LA BOUTEILLE DE LA SEMAINE
Le coteaux-du-vendômois rouge 1986

Elle

23 mars 1987

Sûrement l'une des appellations les moins connues de France, les coteaux-du-vendômois ne sont pourtant pas loin de Paris. Comme le nom l'indique, le territoire de ce vin délimité de qualité supérieure commence à Vendôme pour suivre les méandres du Loir jusqu'à La Chartre-sur-le-Loir.

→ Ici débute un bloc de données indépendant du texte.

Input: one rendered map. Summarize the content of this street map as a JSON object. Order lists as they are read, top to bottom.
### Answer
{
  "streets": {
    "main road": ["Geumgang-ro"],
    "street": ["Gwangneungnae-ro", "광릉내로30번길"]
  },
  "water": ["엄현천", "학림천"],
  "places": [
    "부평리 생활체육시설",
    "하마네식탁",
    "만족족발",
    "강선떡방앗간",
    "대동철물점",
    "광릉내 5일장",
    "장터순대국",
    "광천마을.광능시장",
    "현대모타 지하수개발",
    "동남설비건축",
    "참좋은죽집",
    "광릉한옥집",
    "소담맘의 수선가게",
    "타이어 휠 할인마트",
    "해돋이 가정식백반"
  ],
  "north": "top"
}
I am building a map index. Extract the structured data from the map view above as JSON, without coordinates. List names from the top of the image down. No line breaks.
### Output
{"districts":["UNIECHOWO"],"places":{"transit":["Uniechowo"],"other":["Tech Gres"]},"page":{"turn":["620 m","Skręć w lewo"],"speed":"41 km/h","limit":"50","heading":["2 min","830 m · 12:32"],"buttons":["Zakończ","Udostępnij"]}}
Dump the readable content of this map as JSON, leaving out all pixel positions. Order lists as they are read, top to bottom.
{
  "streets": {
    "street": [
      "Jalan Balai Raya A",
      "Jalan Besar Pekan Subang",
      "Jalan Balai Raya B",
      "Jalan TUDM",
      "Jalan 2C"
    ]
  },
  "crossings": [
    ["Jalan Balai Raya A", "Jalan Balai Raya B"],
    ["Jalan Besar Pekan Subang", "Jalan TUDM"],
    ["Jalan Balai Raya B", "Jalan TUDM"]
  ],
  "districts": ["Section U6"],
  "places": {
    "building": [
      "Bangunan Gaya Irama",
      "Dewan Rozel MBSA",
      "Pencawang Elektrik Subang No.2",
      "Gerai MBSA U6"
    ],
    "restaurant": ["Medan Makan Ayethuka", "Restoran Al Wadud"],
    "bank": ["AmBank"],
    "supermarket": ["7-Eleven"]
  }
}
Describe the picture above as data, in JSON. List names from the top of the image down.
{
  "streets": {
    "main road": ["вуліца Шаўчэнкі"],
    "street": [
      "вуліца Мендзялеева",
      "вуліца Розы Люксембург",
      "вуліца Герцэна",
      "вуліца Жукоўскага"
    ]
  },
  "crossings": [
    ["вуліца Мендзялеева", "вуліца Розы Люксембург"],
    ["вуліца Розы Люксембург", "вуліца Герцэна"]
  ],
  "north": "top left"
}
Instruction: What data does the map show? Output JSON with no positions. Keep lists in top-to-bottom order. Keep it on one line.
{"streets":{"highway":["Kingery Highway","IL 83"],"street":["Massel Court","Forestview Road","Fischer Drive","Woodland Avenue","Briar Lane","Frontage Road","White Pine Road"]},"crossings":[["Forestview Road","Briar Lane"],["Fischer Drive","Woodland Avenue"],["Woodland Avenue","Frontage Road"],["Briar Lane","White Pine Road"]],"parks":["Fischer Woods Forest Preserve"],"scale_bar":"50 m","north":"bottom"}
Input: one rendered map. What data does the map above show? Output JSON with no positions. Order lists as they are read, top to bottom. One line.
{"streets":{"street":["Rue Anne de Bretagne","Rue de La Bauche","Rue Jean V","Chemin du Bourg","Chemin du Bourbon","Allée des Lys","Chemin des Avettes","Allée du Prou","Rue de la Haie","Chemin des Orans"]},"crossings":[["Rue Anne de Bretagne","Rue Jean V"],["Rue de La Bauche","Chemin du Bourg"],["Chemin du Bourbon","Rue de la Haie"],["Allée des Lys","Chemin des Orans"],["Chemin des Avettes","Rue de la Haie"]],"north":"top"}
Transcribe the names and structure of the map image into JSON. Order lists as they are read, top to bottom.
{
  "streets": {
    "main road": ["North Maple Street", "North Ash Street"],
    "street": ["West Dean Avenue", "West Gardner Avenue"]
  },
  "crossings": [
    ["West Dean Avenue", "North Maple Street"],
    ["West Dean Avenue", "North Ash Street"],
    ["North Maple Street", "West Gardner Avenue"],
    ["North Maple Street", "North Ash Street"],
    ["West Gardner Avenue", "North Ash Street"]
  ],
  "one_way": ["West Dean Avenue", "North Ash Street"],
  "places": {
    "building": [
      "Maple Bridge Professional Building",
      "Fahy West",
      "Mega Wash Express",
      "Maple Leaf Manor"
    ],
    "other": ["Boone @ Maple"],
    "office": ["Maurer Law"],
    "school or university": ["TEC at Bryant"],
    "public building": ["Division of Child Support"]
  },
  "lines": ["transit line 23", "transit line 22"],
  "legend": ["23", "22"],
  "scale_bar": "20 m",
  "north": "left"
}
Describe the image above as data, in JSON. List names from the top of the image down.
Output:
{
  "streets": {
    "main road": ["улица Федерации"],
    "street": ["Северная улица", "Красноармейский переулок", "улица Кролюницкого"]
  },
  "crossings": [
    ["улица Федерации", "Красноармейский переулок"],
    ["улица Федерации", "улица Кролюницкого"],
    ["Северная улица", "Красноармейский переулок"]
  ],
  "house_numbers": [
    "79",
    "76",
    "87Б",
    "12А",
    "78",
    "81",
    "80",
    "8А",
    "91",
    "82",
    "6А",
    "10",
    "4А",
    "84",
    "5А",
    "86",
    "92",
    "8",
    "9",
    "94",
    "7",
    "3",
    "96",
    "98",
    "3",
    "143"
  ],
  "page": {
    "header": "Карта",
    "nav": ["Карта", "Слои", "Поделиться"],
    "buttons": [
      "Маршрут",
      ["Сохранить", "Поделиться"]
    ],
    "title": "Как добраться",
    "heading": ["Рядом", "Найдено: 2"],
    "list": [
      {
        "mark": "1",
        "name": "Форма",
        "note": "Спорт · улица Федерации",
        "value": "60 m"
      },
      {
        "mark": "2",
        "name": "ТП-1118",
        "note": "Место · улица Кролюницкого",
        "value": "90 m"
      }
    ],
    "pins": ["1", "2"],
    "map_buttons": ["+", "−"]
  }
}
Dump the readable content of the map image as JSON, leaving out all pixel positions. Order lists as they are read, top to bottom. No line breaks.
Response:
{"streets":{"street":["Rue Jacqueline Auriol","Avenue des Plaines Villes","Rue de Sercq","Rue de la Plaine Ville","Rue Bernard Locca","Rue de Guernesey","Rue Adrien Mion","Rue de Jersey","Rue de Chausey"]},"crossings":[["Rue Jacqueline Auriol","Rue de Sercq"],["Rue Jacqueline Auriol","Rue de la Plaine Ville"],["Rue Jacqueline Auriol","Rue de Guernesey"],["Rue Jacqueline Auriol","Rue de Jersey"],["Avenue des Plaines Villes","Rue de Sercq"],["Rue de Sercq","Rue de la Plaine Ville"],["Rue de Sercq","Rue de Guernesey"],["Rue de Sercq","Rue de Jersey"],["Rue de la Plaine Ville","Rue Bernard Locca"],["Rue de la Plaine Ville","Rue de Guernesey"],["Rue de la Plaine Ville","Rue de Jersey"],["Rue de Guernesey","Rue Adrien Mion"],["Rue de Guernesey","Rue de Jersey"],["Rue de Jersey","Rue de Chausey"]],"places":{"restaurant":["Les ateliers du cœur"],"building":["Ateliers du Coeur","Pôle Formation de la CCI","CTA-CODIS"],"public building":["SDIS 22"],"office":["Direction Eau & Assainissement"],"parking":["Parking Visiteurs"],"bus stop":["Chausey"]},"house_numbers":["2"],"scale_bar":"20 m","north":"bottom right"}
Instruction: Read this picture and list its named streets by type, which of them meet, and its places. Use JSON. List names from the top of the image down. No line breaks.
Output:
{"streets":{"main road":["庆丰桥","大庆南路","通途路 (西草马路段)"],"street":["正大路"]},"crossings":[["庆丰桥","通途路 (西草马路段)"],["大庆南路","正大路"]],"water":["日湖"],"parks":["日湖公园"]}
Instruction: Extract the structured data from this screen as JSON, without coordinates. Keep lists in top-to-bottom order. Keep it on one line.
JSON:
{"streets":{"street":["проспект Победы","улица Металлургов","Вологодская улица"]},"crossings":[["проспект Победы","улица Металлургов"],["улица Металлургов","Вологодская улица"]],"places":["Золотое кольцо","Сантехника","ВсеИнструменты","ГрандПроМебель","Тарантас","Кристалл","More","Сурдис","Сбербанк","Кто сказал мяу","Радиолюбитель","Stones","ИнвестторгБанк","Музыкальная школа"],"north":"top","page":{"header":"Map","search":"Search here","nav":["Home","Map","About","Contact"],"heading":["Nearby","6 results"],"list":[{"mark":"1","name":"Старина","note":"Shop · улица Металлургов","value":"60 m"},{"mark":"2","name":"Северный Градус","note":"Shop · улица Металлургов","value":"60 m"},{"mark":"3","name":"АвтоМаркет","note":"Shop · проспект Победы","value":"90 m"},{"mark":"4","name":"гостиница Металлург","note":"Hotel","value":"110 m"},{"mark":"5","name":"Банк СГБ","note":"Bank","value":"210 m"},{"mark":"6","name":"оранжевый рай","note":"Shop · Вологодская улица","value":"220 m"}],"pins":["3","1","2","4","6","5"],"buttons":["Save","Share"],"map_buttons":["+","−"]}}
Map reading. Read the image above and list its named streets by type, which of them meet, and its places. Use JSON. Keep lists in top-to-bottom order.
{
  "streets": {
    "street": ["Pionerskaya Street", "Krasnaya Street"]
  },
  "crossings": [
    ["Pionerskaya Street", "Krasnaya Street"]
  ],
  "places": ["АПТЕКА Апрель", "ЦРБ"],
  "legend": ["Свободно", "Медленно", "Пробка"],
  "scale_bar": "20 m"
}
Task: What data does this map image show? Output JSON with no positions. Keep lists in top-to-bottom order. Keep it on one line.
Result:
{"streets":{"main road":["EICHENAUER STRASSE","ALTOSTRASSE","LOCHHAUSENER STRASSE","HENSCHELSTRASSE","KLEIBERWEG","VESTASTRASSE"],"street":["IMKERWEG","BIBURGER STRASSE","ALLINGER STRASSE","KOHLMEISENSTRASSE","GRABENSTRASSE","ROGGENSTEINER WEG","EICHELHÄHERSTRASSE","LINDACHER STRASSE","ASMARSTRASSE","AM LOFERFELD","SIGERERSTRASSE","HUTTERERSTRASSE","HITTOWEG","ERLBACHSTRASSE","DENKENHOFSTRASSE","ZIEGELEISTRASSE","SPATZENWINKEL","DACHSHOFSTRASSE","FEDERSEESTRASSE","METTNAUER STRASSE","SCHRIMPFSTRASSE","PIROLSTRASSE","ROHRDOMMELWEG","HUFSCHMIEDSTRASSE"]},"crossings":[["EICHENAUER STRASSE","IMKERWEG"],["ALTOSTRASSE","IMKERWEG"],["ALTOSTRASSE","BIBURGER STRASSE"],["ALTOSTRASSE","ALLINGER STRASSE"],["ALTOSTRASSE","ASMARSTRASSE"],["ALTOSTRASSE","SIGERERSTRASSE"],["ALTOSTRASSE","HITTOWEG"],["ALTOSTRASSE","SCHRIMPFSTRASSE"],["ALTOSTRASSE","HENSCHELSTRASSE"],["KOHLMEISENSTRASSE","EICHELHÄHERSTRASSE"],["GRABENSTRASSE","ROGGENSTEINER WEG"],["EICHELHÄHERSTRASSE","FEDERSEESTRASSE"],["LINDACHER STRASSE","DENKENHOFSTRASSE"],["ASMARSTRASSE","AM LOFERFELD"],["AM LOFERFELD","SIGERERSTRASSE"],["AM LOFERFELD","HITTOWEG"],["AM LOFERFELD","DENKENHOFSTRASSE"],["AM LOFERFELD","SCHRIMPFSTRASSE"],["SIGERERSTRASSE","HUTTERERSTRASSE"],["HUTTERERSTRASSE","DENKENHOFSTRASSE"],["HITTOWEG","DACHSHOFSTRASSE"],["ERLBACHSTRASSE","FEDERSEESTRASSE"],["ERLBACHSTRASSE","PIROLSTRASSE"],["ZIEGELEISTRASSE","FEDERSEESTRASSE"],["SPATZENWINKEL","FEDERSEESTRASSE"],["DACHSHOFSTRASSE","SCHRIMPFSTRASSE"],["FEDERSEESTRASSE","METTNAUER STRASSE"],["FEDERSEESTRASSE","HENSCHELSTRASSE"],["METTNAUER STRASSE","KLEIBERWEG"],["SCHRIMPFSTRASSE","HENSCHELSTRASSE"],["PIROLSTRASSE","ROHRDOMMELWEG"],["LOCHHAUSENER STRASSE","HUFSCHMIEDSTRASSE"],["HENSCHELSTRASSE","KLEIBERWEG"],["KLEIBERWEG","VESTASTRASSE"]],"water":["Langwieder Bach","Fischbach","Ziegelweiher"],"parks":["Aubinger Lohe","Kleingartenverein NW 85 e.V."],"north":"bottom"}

C'est à Montoire que Jean-Baptiste Pinon habite avec ses parents et cultive un seul hectare de vignes. S'il est mieux connu pour son excellent jasnières, venant de Lhomme près de Marçon, son coteaux-du-vendômois rouge mérite tout autant la notoriété. Il en prend grand soin comme son père Marcel avec son beau vouvray et sans doute tous ses ancêtres, vignerons à Vouvray de père en fils depuis le règne de Louis XIII. Ils ne s'intéressent pas à « faire pisser la vigne », mais sont fiers de la concentration et de la longévité de tous leurs vins due au petit rendement de leur bonne proportion de vieilles vignes.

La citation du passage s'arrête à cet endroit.